- [SOURCE MATERIAL]:
----

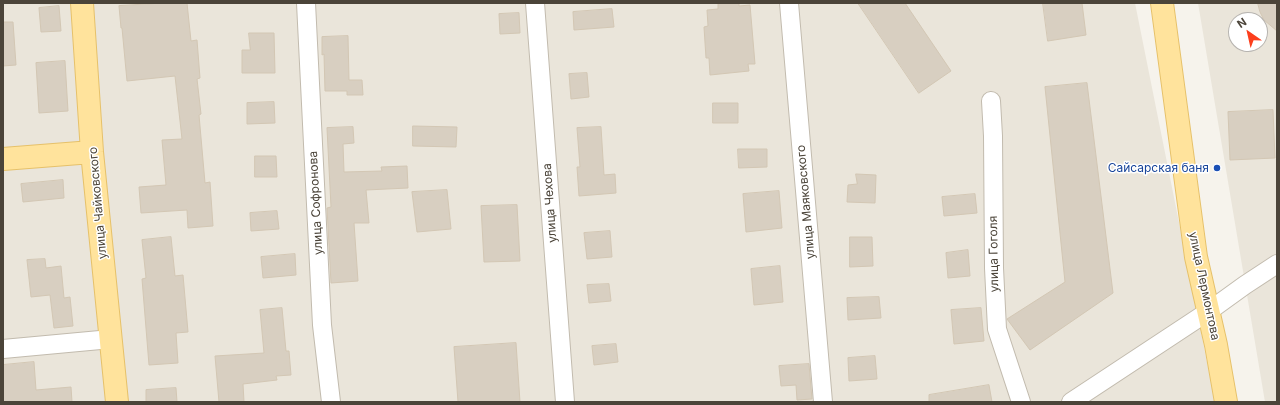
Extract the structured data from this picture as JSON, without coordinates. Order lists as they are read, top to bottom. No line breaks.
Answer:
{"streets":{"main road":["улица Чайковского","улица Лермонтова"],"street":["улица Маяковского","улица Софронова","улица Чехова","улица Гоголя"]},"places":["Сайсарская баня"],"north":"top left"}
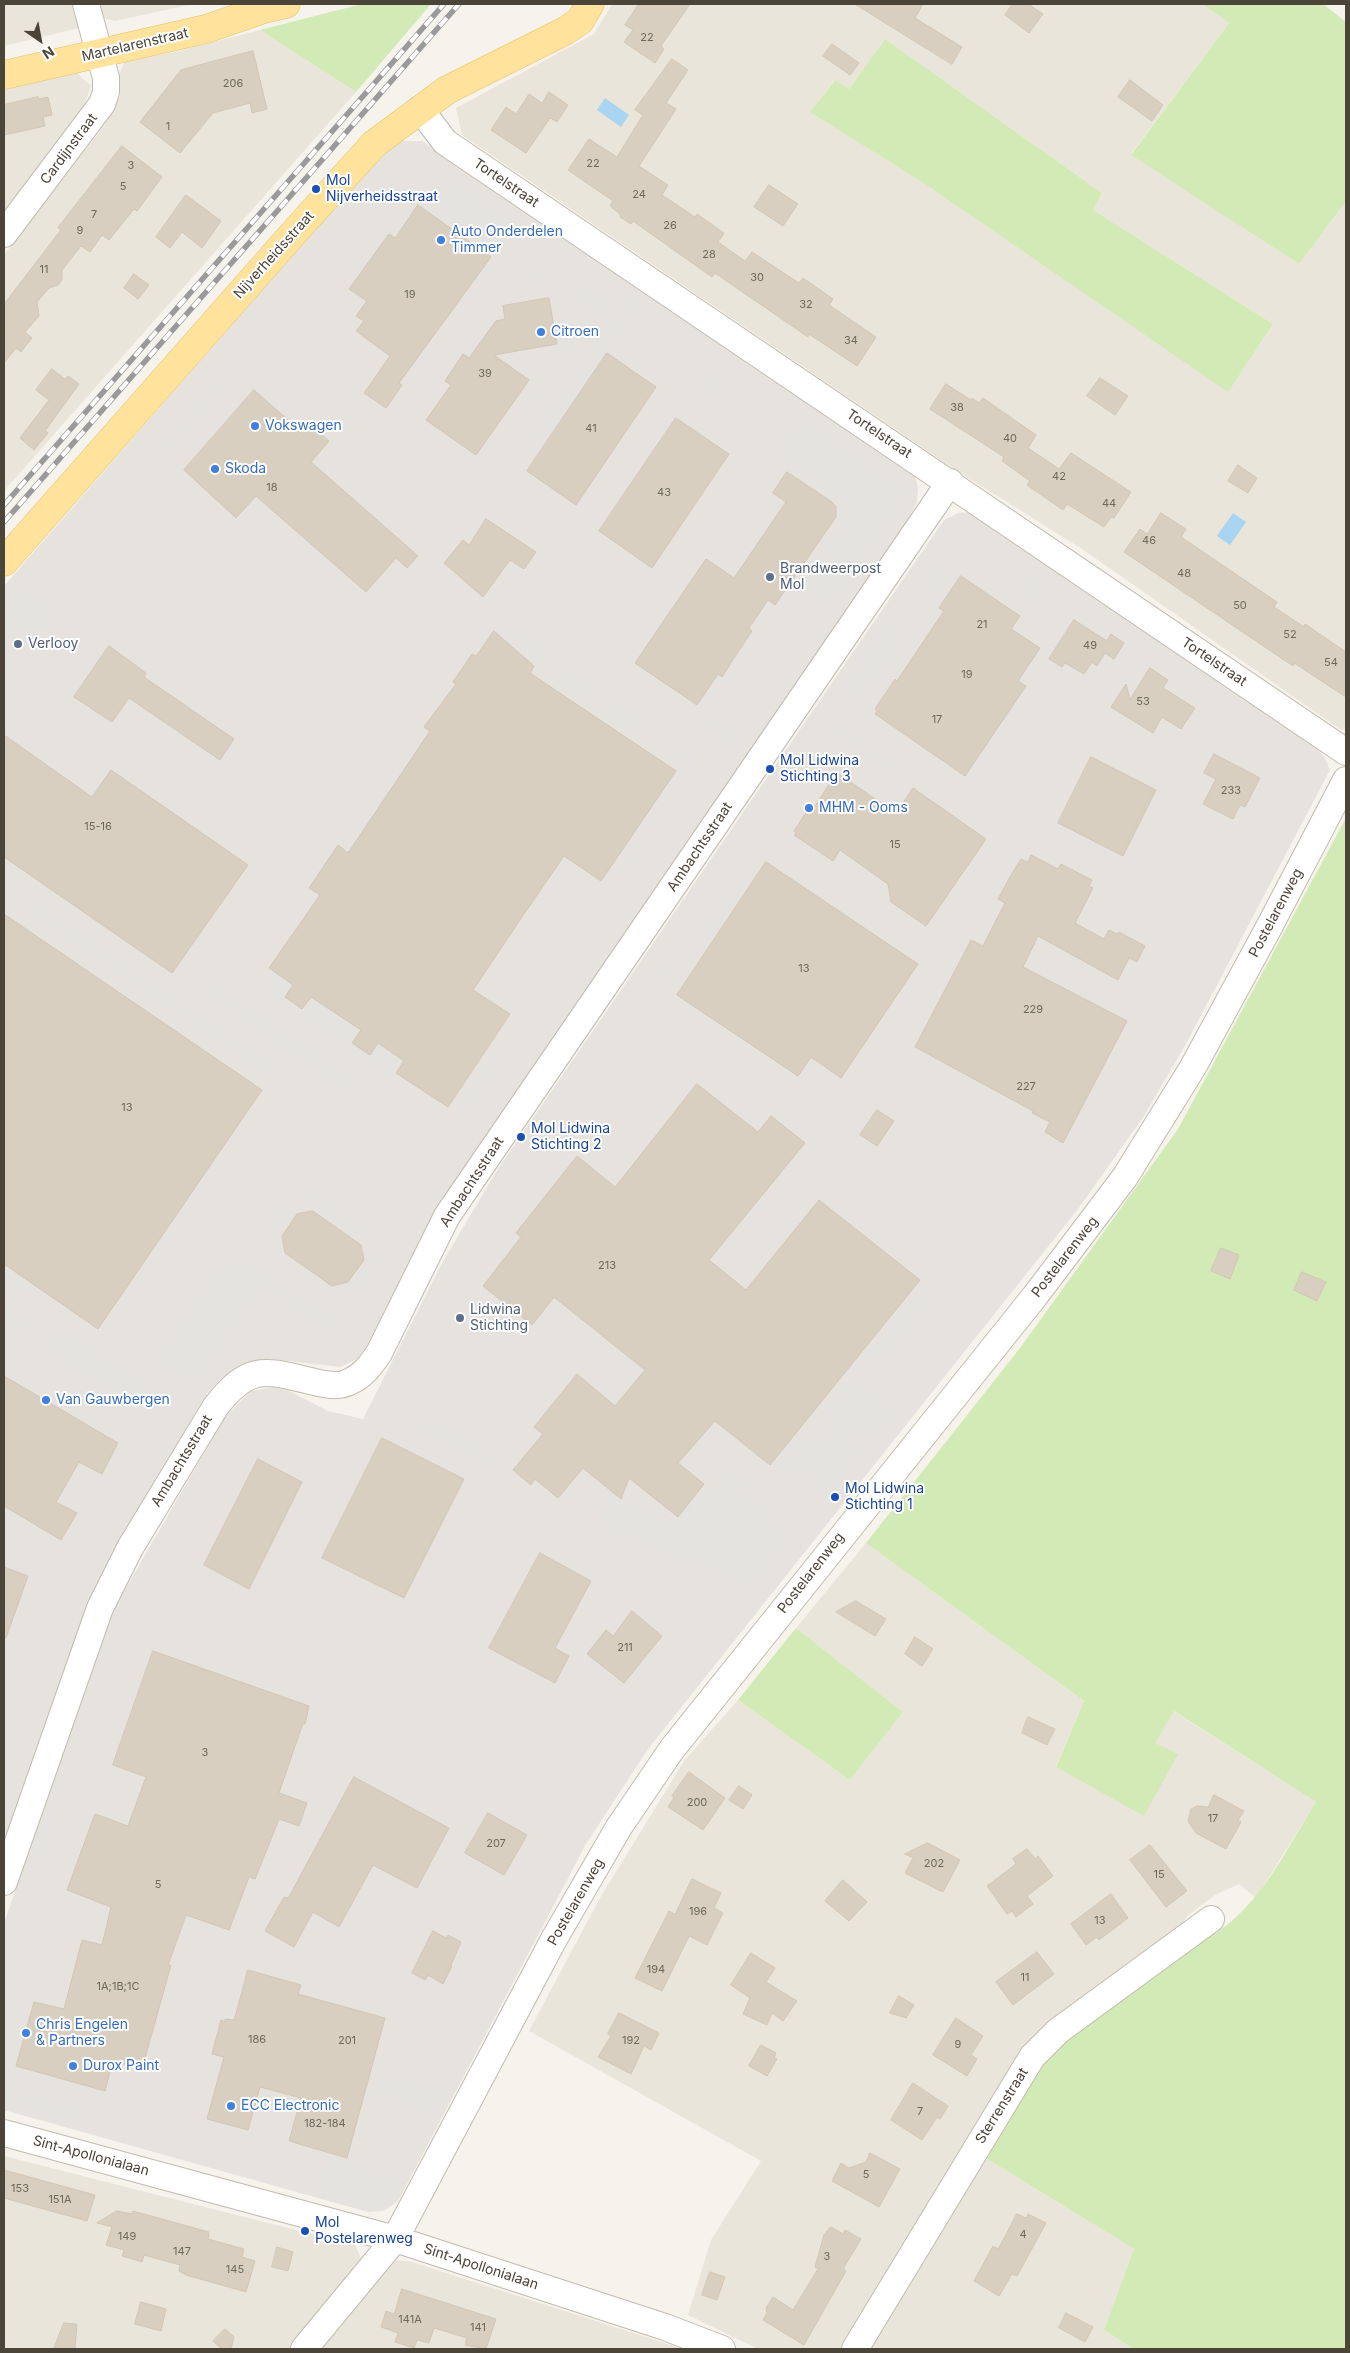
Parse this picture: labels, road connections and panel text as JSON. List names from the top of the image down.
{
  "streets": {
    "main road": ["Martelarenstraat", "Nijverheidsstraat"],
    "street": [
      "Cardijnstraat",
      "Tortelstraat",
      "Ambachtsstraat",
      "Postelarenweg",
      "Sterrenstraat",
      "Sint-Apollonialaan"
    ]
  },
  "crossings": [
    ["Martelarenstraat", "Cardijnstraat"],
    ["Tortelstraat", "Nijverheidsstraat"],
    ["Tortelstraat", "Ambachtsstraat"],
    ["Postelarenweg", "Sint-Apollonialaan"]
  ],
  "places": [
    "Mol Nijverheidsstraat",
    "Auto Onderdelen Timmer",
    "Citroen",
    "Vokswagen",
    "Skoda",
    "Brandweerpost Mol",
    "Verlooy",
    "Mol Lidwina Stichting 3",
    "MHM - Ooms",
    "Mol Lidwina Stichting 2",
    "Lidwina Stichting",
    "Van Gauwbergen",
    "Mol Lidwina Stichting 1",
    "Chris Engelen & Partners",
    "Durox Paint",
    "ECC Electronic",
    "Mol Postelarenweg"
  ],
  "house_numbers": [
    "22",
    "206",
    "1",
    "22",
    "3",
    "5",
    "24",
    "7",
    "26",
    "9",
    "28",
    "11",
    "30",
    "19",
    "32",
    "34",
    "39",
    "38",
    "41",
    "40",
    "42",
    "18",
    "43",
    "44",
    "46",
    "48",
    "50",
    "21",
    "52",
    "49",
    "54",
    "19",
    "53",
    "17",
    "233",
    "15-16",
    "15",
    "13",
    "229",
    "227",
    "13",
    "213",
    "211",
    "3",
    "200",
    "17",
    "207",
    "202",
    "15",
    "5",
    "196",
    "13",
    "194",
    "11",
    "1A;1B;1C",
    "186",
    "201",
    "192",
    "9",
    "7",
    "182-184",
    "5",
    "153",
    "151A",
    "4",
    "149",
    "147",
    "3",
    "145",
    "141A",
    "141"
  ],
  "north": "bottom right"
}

----

- [WORK INSTRUCTIONS]: When a line in the listing includes the word "Stichting", report that line in full.

- [OUTPUT]:
    "Mol Lidwina Stichting 3",
    "Mol Lidwina Stichting 2",
    "Lidwina Stichting",
    "Mol Lidwina Stichting 1",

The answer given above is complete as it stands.